You and your business partner or partners have a clear and common vision of how to run your business, where it's going, and how it's going to get there.

As a team, you've worked together each and every day to share the daily demands and shape the success of your business. That said, have you thought about what would become of the business and all your hard work if you or one of your partners became ill, was injured, or died?

A business doesn't have to end just because one of the owners retires, dies, or becomes too sick or disabled to work. Whether the transition of management or ownership happens during life or after death, it can be accomplished in an orderly way through appropriate business succession planning.

A buy-sell agreement is a common tool used in succession planning. When correctly funded and designed, it can establish the value at which the business will be transferred and who will take over. For more on protecting ownership interests, see Safeguarding Business Ownership: The Role of Business Buy-Sell Insurance.

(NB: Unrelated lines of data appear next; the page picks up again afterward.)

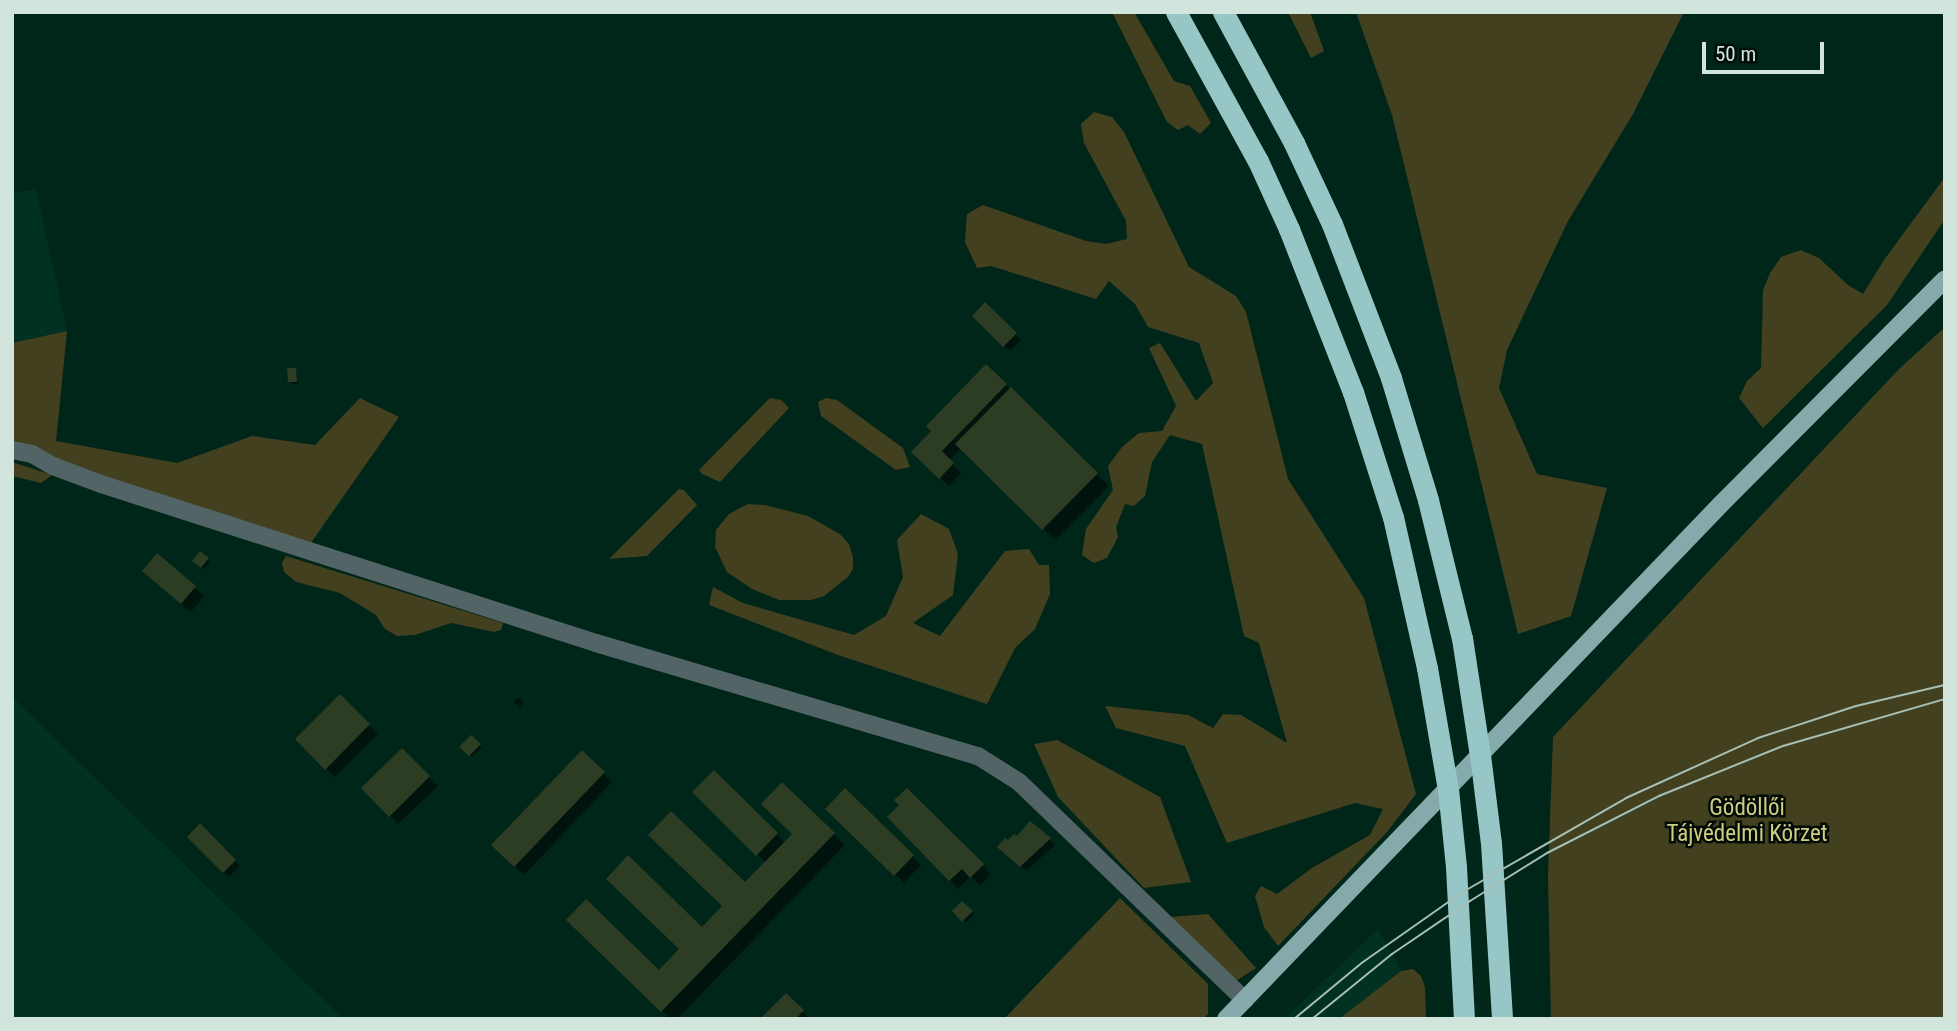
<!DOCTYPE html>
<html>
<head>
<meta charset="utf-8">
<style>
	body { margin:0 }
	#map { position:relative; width:1957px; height:1031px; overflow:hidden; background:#00261a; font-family:"Roboto Condensed",sans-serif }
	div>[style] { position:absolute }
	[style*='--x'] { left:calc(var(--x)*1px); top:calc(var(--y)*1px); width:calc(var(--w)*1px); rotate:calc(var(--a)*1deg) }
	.built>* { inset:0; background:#003122 }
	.green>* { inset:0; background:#43401f }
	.shadow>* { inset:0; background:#0007 }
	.building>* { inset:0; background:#2c3d23 }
	.minor>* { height:18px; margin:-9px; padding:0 9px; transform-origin:9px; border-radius:9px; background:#526465 }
	.major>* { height:18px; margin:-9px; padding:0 9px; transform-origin:9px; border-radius:9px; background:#84aaab }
	.highway>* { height:21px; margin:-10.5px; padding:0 10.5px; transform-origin:10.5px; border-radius:10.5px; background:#97c6c7 }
	.tram>* { height:2px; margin:-1px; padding:0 1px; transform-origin:1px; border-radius:1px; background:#a7bfb5 }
	span { translate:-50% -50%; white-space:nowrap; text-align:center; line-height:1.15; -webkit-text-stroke:5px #010c07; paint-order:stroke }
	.park-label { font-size:23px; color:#d2cc83 }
	.frame { position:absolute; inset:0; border:14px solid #d1e5dc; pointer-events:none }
	.scale { position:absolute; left:1702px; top:42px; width:122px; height:32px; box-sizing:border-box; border:4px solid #d1e5dc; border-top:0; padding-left:9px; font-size:21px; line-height:24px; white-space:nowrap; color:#d1e5dc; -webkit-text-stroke:5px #010c07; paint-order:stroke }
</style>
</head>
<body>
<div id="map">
	<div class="built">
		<div style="clip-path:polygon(36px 189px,67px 331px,12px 343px,12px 194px)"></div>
		<div style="clip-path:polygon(12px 697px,343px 1019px,12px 1019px)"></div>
		<div style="clip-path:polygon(1378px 929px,1401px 971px,1339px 1019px,1284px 1019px)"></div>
	</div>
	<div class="green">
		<div style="clip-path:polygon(1112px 12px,1134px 12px,1174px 81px,1190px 86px,1211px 123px,1200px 134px,1188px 125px,1178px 130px,1167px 122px)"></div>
		<div style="clip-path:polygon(1288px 12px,1310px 12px,1324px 51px,1311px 58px)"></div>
		<div style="clip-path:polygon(1356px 12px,1684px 12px,1633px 114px,1568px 221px,1507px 350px,1499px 388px,1537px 474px,1607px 488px,1571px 616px,1518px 634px,1392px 115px)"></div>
		<div style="clip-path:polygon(1094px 112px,1112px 117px,1124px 132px,1189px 267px,1236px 296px,1246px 312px,1288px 479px,1364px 598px,1416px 794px,1387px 832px,1278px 946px,1264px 927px,1255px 896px,1261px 886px,1277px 894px,1312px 868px,1370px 835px,1383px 809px,1355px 803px,1227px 843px,1185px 746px,1116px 728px,1105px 706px,1188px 715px,1213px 728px,1223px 714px,1241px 715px,1287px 743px,1259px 643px,1244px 636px,1202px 444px,1170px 435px,1152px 462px,1145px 496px,1134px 506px,1125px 504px,1116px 527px,1118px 537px,1107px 558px,1094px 563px,1082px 555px,1086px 529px,1113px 490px,1108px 466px,1122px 447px,1139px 433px,1162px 431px,1176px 406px,1149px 348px,1160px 343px,1196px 401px,1213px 383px,1199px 343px,1148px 327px,1135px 304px,1109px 281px,1096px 299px,991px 266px,977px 268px,965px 242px,967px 214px,983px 205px,1086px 241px,1106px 244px,1127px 239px,1126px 221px,1084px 143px,1081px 124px)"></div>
		<div style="clip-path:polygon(1945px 177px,1945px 219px,1887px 305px,1763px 428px,1739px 398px,1747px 381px,1761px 368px,1763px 290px,1770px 273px,1781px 257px,1801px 250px,1819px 258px,1848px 285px,1863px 294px,1884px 260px)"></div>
		<div style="clip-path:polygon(1945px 327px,1945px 1019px,1551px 1019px,1548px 876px,1553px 737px,1898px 370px)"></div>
		<div style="clip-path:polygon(67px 331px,56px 441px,177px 463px,252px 436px,315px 445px,360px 398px,399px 417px,308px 547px,12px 445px,12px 343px)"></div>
		<div style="clip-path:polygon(770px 398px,781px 400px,789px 408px,720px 482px,702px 474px,699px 470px)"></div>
		<div style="clip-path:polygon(826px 398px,837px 400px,903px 448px,910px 467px,896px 470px,821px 416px,818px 402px)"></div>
		<div style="clip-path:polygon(12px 462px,52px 475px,41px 483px,12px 476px)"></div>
		<div style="clip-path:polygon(679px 489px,684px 490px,697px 505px,647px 556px,609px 559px)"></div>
		<div style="clip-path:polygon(748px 504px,765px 505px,808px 516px,840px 534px,849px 544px,853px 557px,853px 569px,848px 577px,824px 596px,811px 600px,779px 600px,752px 589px,727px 572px,715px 547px,716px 530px,729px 514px)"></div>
		<div style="clip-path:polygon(921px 514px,949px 529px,958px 554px,953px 595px,913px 623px,940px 636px,1005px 551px,1029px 549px,1039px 565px,1049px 565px,1050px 594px,1035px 629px,1015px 648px,987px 704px,838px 655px,709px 605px,713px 587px,743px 603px,854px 635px,886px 616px,903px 577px,897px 540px)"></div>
		<div style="clip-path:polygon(286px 556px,503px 623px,501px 630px,494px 632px,451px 623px,415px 635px,397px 636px,385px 629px,376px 615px,340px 593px,296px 582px,284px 572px,282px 563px)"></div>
		<div style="clip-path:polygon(1057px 740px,1160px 797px,1191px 882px,1144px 888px,1058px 797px,1034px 744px)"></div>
		<div style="clip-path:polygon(1120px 898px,1208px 984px,1208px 1014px,1203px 1019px,1004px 1019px)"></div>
		<div style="clip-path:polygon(1208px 914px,1256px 968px,1236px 981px,1170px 917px)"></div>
		<div style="clip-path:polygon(1413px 969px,1421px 976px,1425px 987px,1426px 1019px,1339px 1019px,1401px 971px)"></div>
	</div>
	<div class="shadow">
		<div style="clip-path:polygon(985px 305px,1021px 340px,1010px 351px,974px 316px)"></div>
		<div style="clip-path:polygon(986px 366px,1109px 486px,1055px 540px,962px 448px,949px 461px,961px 473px,949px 486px,914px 452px)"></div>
		<div style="clip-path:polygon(296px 370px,298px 384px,292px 384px,290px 382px)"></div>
		<div style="clip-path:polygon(200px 553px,210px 562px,204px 569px,194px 561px)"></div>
		<div style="clip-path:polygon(158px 556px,204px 596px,191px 612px,153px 580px)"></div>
		<div style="clip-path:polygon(340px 697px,378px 734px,335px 777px,297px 739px)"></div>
		<div style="clip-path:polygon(518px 697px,524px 703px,519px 708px,514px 702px)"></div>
		<div style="clip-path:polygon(471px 737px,482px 747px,472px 757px,462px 747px)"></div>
		<div style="clip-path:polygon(402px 750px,438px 786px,398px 824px,364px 789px)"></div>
		<div style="clip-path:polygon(582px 753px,612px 782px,524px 875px,493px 845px)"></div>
		<div style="clip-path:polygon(714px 773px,786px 843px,794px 835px,782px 785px,845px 845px,677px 1019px,671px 1019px,568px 920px,660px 972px,766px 863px,695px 792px)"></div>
		<div style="clip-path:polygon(845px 791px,921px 865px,904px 883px,827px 809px)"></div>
		<div style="clip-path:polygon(907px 791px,991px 874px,980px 885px,971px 876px,958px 889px,889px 817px,901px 805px)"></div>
		<div style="clip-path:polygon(1030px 823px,1055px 845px,1026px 871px,1005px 852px,1008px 843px,1017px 838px)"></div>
		<div style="clip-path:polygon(200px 826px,240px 866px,229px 877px,189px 837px)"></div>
		<div style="clip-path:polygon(962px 903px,974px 914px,966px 923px,954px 911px)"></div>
		<div style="clip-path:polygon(786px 995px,810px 1019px,763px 1019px)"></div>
	</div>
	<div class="building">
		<div style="clip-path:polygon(985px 302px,1017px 333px,1003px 347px,972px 316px)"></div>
		<div style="clip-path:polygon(986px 364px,1007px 384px,942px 451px,954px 463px,939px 479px,911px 452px,931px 431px,926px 426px)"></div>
		<div style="clip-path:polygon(287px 368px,296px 368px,297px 382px,288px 382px)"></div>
		<div style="clip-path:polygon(1011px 387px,1098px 473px,1042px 530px,955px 444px)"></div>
		<div style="clip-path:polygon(200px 551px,209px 558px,201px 568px,192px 561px)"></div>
		<div style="clip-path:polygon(157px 553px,196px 586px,181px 604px,142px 571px)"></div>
		<div style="clip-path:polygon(340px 694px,370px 724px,325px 770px,295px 739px)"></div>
		<div style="clip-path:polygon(471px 735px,481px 744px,469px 756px,459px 747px)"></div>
		<div style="clip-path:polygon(402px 748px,430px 776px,389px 817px,361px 788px)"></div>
		<div style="clip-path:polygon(582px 750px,605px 772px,514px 867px,491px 845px)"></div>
		<div style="clip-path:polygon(714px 770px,778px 833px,756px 856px,692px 792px)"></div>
		<div style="clip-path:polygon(782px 782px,835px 833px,661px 1012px,566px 920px,586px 899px,659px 970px,679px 949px,606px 879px,628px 855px,702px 927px,722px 906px,648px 835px,671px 811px,745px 882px,792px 834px,761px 804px)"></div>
		<div style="clip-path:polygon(845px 788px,914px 855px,894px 876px,825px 809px)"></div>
		<div style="clip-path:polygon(907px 788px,984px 864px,970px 878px,962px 869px,949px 881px,887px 817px,899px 805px,894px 800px)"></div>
		<div style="clip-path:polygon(1030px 821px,1051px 838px,1020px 867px,997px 847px,1005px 838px,1008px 840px,1014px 834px,1017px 836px)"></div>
		<div style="clip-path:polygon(200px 823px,236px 860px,223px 873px,187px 837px)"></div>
		<div style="clip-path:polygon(962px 901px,973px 911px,962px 922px,952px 911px)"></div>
		<div style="clip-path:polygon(786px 993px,804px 1010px,796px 1019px,760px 1019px)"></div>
	</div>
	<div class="minor">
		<div style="--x:12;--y:450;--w:20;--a:11"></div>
		<div style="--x:32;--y:454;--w:24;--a:30"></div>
		<div style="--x:53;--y:466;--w:51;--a:20.6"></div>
		<div style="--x:101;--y:484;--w:520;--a:17.81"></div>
		<div style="--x:596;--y:643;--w:398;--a:16.5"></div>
		<div style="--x:978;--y:756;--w:49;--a:32.4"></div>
		<div style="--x:1019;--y:782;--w:314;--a:44"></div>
	</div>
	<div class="major">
		<div style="--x:1226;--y:1019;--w:714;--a:-46.13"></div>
		<div style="--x:1721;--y:504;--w:317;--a:-45.1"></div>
	</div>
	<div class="highway">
		<div style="--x:1176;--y:12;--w:170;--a:61.2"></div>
		<div style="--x:1258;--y:161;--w:75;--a:65.5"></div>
		<div style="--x:1289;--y:229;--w:175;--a:68.6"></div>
		<div style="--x:1353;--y:392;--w:131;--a:72.3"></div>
		<div style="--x:1393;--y:517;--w:155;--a:77.3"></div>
		<div style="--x:1427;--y:668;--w:123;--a:80.2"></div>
		<div style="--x:1448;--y:789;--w:78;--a:84.1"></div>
		<div style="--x:1456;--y:867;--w:152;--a:87"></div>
		<div style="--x:1223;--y:12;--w:149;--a:61.5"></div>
		<div style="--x:1294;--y:143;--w:89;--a:64.9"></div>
		<div style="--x:1332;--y:224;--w:165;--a:69"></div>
		<div style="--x:1391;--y:378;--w:127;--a:73.1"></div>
		<div style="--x:1428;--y:500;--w:142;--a:76.2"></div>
		<div style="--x:1462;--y:638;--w:118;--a:81.3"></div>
		<div style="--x:1480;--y:755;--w:89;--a:82.9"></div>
		<div style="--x:1491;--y:843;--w:176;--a:86.4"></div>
	</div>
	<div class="tram">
		<div style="--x:1294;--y:1019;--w:89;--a:-39.6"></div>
		<div style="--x:1363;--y:962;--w:120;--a:-35.1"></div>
		<div style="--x:1461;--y:893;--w:190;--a:-29.9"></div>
		<div style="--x:1626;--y:798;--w:145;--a:-24.4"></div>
		<div style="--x:1758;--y:738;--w:103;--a:-18.1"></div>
		<div style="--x:1856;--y:706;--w:91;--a:-13.3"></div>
		<div style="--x:1312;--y:1019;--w:103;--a:-39.1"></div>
		<div style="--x:1392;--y:954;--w:94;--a:-34.2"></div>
		<div style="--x:1470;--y:901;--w:91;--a:-31.9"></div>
		<div style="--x:1547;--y:853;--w:126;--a:-27"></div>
		<div style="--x:1659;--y:796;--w:134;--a:-22"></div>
		<div style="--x:1783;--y:746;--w:169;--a:-16.2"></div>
	</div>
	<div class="park-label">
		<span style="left:1747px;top:821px">Gödöllői<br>Tájvédelmi Körzet</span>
	</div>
	<div class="frame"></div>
	<div class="scale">50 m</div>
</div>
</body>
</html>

The owner can gain peace of mind from knowing the business has a predetermined basis for sale and a ready market, providing a source of funds for retirement or other needs. If an owner dies before that predetermined event, the buy-sell can help meet survivors' needs or cover estate taxes.

Although there are several ways to establish a buy-sell agreement, the two most often used are an entity purchase agreement and a cross purchase.

Cross Purchase

Because of favorable tax results, many small businesses use the cross-purchase approach. It is generally used by businesses with a small number of owners.

The cross purchase is typically funded with life and/or disability insurance policies that each owner maintains on their co-owners. The death benefits from those policies are not subject to federal income taxation since the owners, not the business, own the individual policies.

Each owner is legally obligated to purchase the ownership interest of the deceased owner. The deceased owner's estate sells the interest to the surviving owners in exchange for the insurance proceeds, and the surviving owners generally receive a step-up in the business's tax basis.

Alternatively, an insurance cash value can be used if a co-owner needs to fund a buyout during their lifetime. Administration is smoothest with a limited number of owners and becomes more complex as the owner count increases; for guidance on funding methods, see Life Insurance for Business Buy-Sell Agreements.

Entity Purchase Agreement

This type of buy-sell works similarly to the cross purchase, but the business itself, not the individual owners, maintains insurance policies on each owner and agrees to purchase any deceased owner's interest.

Death benefits paid under either an entity purchase or a cross purchase are generally exempt from federal income tax. However, an entity purchase can have different tax consequences for certain C corporations, and there is typically not a step-up in basis for surviving owners under an entity purchase plan.

Hopefully this overview of entity purchase and cross purchase agreements has prompted you to consider the importance of succession planning for your business. As you begin preparations for your business succession plan with your attorney and accountant, be sure to talk to an agent who can explain insurance funding options and answer questions specific to your situation.

Frequently Asked Questions

What is a buy-sell agreement?

A buy-sell agreement is a contract among business owners that establishes how an owner's interest will be transferred if they die, retire, or become disabled.

How are buy-sell agreements commonly funded?

They are often funded with life and disability insurance policies owned by the business or by the individual owners to provide liquidity for a buyout.

What is the main difference between a cross purchase and an entity purchase?

In a cross purchase, surviving owners buy the deceased owner's share directly; in an entity purchase, the business buys the share itself.

Will life insurance proceeds be taxed when used for a buyout?

Death benefits are generally exempt from federal income tax, but tax consequences can vary by business structure and other circumstances.